Laurie used to have a big table and lots of room to make a huge Christmas village. Since we moved to the land of "rent collectors are much nicer than mortgage collectors", the story has been much more modest. But this year, the death of Laurie's old computer has left us with room for a village and a suburb on the other side of the room. And the front window lights come out pretty good when taken on the camera's "fireworks mode". With that, and the Christmas card we each got from our financial advisers, we are pretty much set for the blinky end of Christmas.
In the meantime, we actually had some sun this afternoon, and you know what that means...
|Not sure what he thinks he sees...|
|We did see some deer later, at a "No shot in hell" distance... Scrappy gave it the old doggie college try to track them, anyway.|
|"Bout time I got some face time around here..."|
On an unrelated note, we had a discussion of the liberal world's latest attempt to retell a Bible story, the movie Exodus: Gods and Kings. I had stumbled onto some reviews, the nicest of which ran something like, "Should you ignore Exodus: Gods and Kings? As a Ramses from a earlier and much better movie said, 'So let it be written, so let it be done.' " Laurie had mentioned that she had heard the creator was an atheist who wanted to show scientific explanations for everything. I did not find exact confirmation of that, but what I did find was a comment made by "Moses" AKA Christian Bale:
“I think the man (Moses) was likely schizophrenic and was one of the most barbaric individuals that I ever read about in my life”.
And I said, "My God, Nancy Pelosi has a son!"

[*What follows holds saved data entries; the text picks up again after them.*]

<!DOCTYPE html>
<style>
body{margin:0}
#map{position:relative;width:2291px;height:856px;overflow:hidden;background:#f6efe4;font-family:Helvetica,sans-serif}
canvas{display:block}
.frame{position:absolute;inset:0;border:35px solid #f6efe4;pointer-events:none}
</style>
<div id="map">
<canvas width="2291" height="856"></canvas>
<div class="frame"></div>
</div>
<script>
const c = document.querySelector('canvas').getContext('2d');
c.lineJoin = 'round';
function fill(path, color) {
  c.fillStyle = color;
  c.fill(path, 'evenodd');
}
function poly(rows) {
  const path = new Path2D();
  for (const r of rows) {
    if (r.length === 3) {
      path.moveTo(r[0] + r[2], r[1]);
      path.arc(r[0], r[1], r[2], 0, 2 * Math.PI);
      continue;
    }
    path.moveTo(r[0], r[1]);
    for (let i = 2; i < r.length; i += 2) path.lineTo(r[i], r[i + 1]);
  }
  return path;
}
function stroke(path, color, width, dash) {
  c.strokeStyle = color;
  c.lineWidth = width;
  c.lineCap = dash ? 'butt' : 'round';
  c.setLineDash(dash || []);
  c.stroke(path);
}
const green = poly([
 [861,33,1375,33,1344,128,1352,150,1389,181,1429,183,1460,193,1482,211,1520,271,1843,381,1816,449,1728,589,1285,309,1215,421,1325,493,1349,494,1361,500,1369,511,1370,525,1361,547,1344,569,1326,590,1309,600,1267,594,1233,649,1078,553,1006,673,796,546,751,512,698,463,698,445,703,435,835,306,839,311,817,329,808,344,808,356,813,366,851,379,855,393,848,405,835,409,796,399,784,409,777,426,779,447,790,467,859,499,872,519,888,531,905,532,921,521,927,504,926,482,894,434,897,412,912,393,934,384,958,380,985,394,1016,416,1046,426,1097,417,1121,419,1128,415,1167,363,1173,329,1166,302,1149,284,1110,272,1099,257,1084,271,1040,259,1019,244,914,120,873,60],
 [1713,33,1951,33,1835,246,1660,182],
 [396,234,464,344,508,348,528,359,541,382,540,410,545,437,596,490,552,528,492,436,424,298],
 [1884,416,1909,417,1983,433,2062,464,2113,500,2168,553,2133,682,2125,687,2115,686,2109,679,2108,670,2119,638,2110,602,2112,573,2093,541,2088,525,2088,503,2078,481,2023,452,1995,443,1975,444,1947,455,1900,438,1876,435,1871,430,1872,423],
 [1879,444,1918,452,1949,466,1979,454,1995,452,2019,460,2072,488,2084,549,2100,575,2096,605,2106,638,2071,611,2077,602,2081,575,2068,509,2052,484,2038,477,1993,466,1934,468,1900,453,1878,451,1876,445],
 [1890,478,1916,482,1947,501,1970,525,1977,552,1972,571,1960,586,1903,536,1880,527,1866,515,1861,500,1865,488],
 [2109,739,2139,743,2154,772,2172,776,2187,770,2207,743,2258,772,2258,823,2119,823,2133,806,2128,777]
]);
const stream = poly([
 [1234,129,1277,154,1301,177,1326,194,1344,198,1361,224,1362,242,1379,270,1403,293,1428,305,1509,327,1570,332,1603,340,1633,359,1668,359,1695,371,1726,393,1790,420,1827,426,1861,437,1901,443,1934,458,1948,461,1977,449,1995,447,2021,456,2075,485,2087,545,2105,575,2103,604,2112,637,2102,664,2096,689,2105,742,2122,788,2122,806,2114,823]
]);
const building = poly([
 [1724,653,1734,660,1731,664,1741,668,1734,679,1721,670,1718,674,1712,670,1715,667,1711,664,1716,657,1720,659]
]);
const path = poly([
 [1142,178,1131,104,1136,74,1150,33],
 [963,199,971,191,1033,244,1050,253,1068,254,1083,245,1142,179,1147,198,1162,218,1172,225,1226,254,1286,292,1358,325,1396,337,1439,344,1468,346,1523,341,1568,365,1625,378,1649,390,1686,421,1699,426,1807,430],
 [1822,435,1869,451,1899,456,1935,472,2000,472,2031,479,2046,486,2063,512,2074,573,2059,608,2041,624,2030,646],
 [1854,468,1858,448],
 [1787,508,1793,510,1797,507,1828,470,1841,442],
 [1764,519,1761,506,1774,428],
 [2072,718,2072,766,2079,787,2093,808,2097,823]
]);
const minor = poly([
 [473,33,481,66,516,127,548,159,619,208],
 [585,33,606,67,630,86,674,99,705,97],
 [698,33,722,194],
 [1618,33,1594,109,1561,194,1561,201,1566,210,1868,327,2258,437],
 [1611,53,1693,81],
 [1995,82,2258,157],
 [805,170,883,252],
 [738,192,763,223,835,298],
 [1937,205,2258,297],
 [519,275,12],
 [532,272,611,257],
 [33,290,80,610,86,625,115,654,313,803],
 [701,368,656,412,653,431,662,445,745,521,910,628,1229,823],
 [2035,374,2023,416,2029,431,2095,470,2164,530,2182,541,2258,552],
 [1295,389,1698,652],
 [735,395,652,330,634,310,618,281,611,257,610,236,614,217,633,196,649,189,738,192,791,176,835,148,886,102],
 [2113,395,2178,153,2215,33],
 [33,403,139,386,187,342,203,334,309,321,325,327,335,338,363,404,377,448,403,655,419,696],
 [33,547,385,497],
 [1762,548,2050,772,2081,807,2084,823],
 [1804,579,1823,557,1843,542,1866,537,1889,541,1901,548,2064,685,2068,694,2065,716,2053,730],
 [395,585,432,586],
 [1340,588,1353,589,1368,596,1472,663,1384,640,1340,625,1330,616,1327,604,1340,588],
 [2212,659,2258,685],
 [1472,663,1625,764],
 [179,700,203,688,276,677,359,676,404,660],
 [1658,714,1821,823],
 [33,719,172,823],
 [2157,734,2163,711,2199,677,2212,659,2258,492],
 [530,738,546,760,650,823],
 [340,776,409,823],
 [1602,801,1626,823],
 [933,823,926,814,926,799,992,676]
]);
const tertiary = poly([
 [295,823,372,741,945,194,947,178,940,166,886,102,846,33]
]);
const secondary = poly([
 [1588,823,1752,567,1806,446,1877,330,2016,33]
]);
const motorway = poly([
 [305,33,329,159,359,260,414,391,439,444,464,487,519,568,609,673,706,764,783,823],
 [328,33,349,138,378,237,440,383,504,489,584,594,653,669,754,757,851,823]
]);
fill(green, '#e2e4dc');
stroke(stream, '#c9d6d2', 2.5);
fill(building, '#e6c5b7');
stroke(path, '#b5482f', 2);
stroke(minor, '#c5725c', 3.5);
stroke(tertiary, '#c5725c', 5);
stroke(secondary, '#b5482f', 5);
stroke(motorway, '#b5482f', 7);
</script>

I shudder to think what logic a man who played a character opposite a psychopath like the Joker uses to come up with Moses- who admittedly unintentionally killed ONE man- as "most barbaric. No, wait, here it is:
(Numbers 20) 6 Moses and Aaron went from the assembly to the entrance to the tent of meeting and fell facedown, and the glory of the Lord appeared to them. 7 The Lord said to Moses, 8 “Take the staff, and you and your brother Aaron gather the assembly together. Speak to that rock before their eyes and it will pour out its water. You will bring water out of the rock for the community so they and their livestock can drink.”
9 So Moses took the staff from the Lord’s presence, just as he commanded him. 10 He and Aaron gathered the assembly together in front of the rock and Moses said to them, “Listen, you rebels, must we bring you water out of this rock?” 11 Then Moses raised his arm and struck the rock twice with his staff. Water gushed out, and the community and their livestock drank.
12 But the Lord said to Moses and Aaron, “Because you did not trust in me enough to honor me as holy in the sight of the Israelites, you will not bring this community into the land I give them.”
13 These were the waters of Meribah,[a] where the Israelites quarreled with the Lord and where he was proved holy among them.
See, there's the misconception. Bale is obviously a PETA member that thinks a pet rock is a real pet. I'm sure he has a lot in common with his...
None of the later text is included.